If we ignore printing and instead compute the average time since either the start of the Industrial Revolution, defined to be 1750, or the start of the given technology (e.g., phenomena akin to radar started to be investigated in 1887), then the average time until the first discontinuity is 88 years, i.e., roughly 0.01 per year.
Can we really take the average time until a discontinuity and translate it to a yearly probability, like 1% per year? Not without caveats; we’d also have to consider hypotheses like whether there is a minimum wait time from the invention until a discontinuity, whether there are different regimes (e.g., in the same generation as the inventor, or one or more generations afterwards, etc.). The wait times since either 1750 or the beginning of a technology are {13, 31, 32, 47, 65, 92, 100, 136, 138, 152, 163}.
Adjustment for AI
So I have a rough prior that ~10% of technologies (4 out of 50) undergo a "large robust discontinuity", and if they do so, I'd give a ~1% chance per year, for an unconditioned ~0.1% per year. But this is a prior from which to begin, and I have more information and inside views about AI, perhaps because GPT-3 was maybe a discontinuity for language models.

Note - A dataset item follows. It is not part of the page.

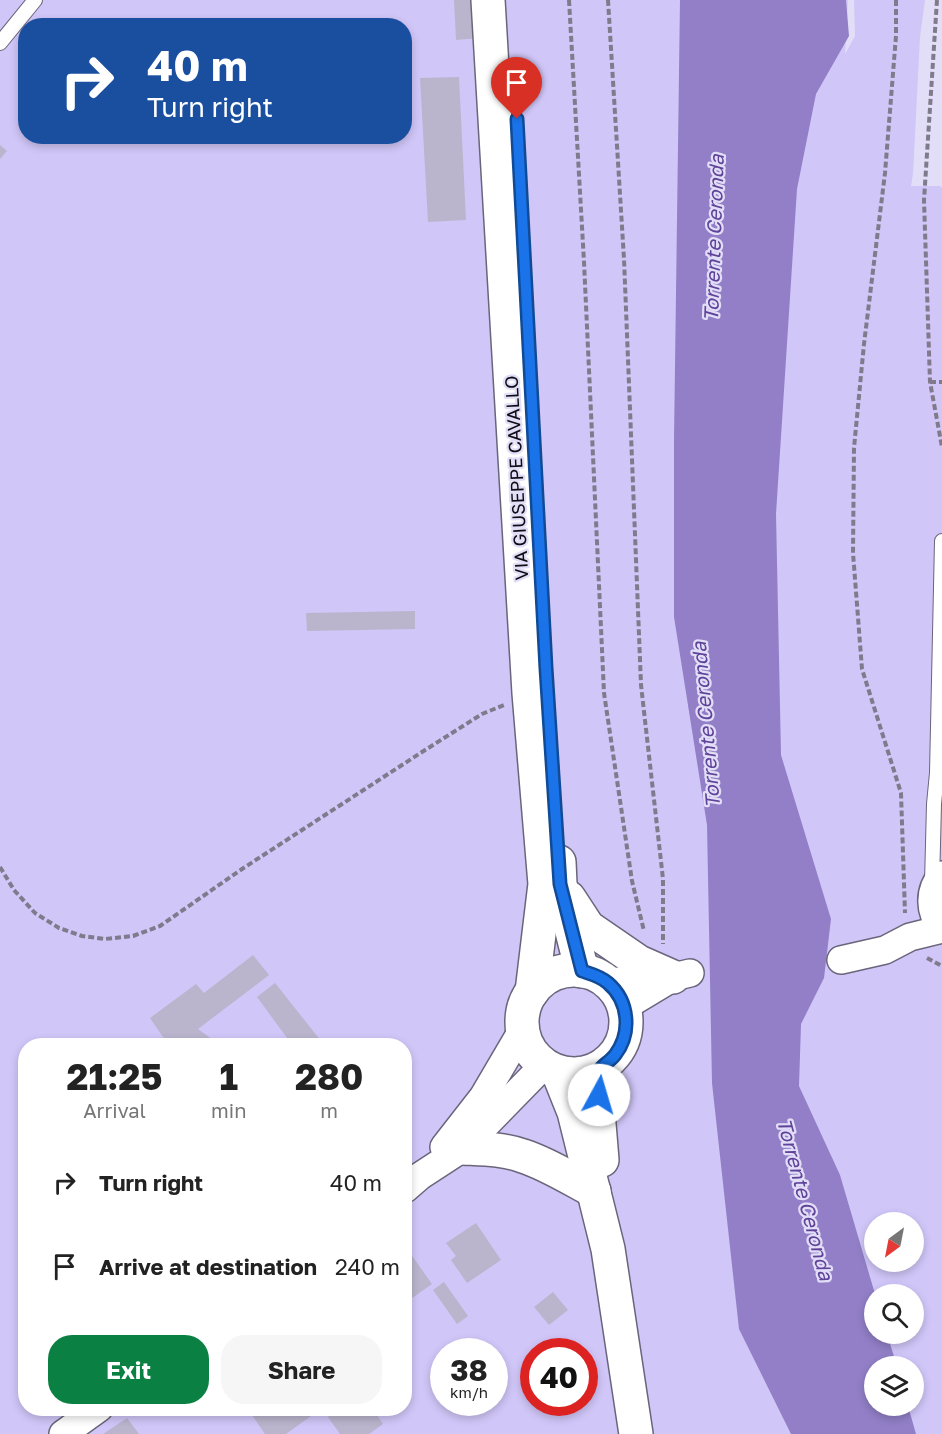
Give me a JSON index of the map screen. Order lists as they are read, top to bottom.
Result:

With that in mind, I might adjust to something like 30% that AI will undergo a "large and robust" discontinuity, at the rate of maybe 2% per year if it does so. I’m not doing this in a principled way, but rather drawing on past forecasting experience, and I’d expect that this estimate might change substantially if I put some more thought into it. One might also argue that these probabilities would only apply while humans are the ones doing the research.
Conclusion
I have given some rough estimates of the probability that a given technology's progress will display a discontinuity. For example, I arrive at ~10% chance that a technology will display a “large and robust” discontinuity within its lifetime, and maybe at a ~1% chance of a discontinuity per year if it does so. For other operationalizations, the qualitative conclusion that discontinuities are not uncommon still holds.
One might also carry out essentially the same project but taking technologies from Computing Timelines and History of Technology, and then produce a prior based on the history of computing so far. I'd also be curious to see discussion of the probability of a discontinuity in AI in the next two to five years among forecasters, in the spirit of this AI timelines forecasting thread.